Jason Rubin, d’Oculus : « Les joueurs sont de plus en plus satisfaits par la réalité virtuelle »
Jason Rubin, d’Oculus : « Les joueurs sont de plus en plus satisfaits par la réalité virtuelle »
Propos recueillis par Michaël Szadkowski
La marque pionnière du jeu en réalité virtuelle continue de sortir ses nouveautés, malgré la retombée de l’euphorie dans le secteur. Entretien avec le responsable du catalogue des jeux sur Oculus.
Jason Rubin, responsable du catalogue des jeux d’Oculus, en 2015. / Derrick Coetzee - FlickR (Licence Creative Commons)
Après une certaine effervescence au milieu des années 2010, la réalité virtuelle (VR) est, peu à peu, retombée dans un oubli relatif, en dehors des passionnés du genre. A l’E3 2019, le salon mondial du jeu vidéo qui se tient tous les ans à Los Angeles, aucun projet majeur de réalité virtuelle n’a été annoncé par les constructeurs et studios de jeux vidéo – même si les ventes de matériel sont reparties à la hausse en début d’année.
Seul Oculus, le pionnier du secteur, et son acteur le plus en vue depuis son rachat par Facebook, disposait d’un stand pour présenter ses nouveautés. La marque a lancé, en 2019, deux modèles de casques de réalité virtuelle : l’Oculus Rift S, une mise à jour de son casque-phare (qui requiert d’être branché à un ordinateur), et l’Oculus Quest, sorti en mai 2019, un casque nomade plus puissant et performant que le Go.
Mais si le matériel s’améliore, quel est désormais l’avenir des jeux et environnements conçus pour la réalité virtuelle ? Nous en avons discuté à l’E3 avec Jason Rubin, actuel responsable du catalogue des jeux d’Oculus, aussi connu pour avoir lancé la série Crash Bandicoot dans les années 1990 et fondé le studio Naughty Dog.
Le casque Oculus Quest et ses manettes, présenté à l’E3 2019 de Los Angeles. / Michaël Szadkowski pour Le Monde
Nous avons pu tester l’Oculus Quest.
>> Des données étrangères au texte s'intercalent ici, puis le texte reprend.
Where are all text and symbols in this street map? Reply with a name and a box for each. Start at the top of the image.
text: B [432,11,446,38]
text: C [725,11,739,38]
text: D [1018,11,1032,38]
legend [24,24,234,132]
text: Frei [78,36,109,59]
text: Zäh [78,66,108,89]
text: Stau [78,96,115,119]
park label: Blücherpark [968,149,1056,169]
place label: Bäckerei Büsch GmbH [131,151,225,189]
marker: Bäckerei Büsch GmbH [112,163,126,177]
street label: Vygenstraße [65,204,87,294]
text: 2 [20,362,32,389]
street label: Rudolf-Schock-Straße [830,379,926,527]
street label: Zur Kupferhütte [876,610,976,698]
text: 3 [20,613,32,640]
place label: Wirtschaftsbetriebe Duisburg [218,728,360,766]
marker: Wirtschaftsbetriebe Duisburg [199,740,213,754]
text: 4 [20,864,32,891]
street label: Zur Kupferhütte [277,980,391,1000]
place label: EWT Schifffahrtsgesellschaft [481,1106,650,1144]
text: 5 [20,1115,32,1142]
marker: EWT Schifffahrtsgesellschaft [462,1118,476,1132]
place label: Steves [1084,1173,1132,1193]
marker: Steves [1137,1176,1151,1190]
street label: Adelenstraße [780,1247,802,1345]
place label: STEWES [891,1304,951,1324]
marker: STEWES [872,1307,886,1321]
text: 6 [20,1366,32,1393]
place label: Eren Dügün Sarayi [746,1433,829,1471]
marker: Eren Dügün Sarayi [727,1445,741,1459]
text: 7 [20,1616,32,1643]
Les progrès par rapport aux premiers casques Oculus sont très nets. En revanche, en ce qui concerne les jeux proposés, on ne voit pas forcément d’évolutions notables. Comment l’expliquez-vous ?
Je ne suis pas d’accord. Il y a plein de jeux qui ont été créés qui n’auraient pas pu tourner en 2014. Comme The Climb : un jeu d’escalade pour lequel il a fallu inventer une nouvelle gestion des mains, des sauts et des manières de se déplacer. Y parvenir a été une petite révolution. Lone Echo est une manière tout à fait nouvelle de jouer en « gravité zéro ». Et Beat Saber, avec son système inédit de danse avec les bras, a clairement plu à bon nombre de joueurs.
Beat Saber – E3 2018 Announce Trailer | PS VR
Durée : 01:07
Il y a beaucoup de titres qui innovent. Et on le voit dans les données de jeu que nous récoltons : il y a davantage de rétention, davantage de temps passé à jouer. Ce qui signifie que les joueurs sont de plus en plus satisfaits, en tout cas plus qu’il y a cinq ans.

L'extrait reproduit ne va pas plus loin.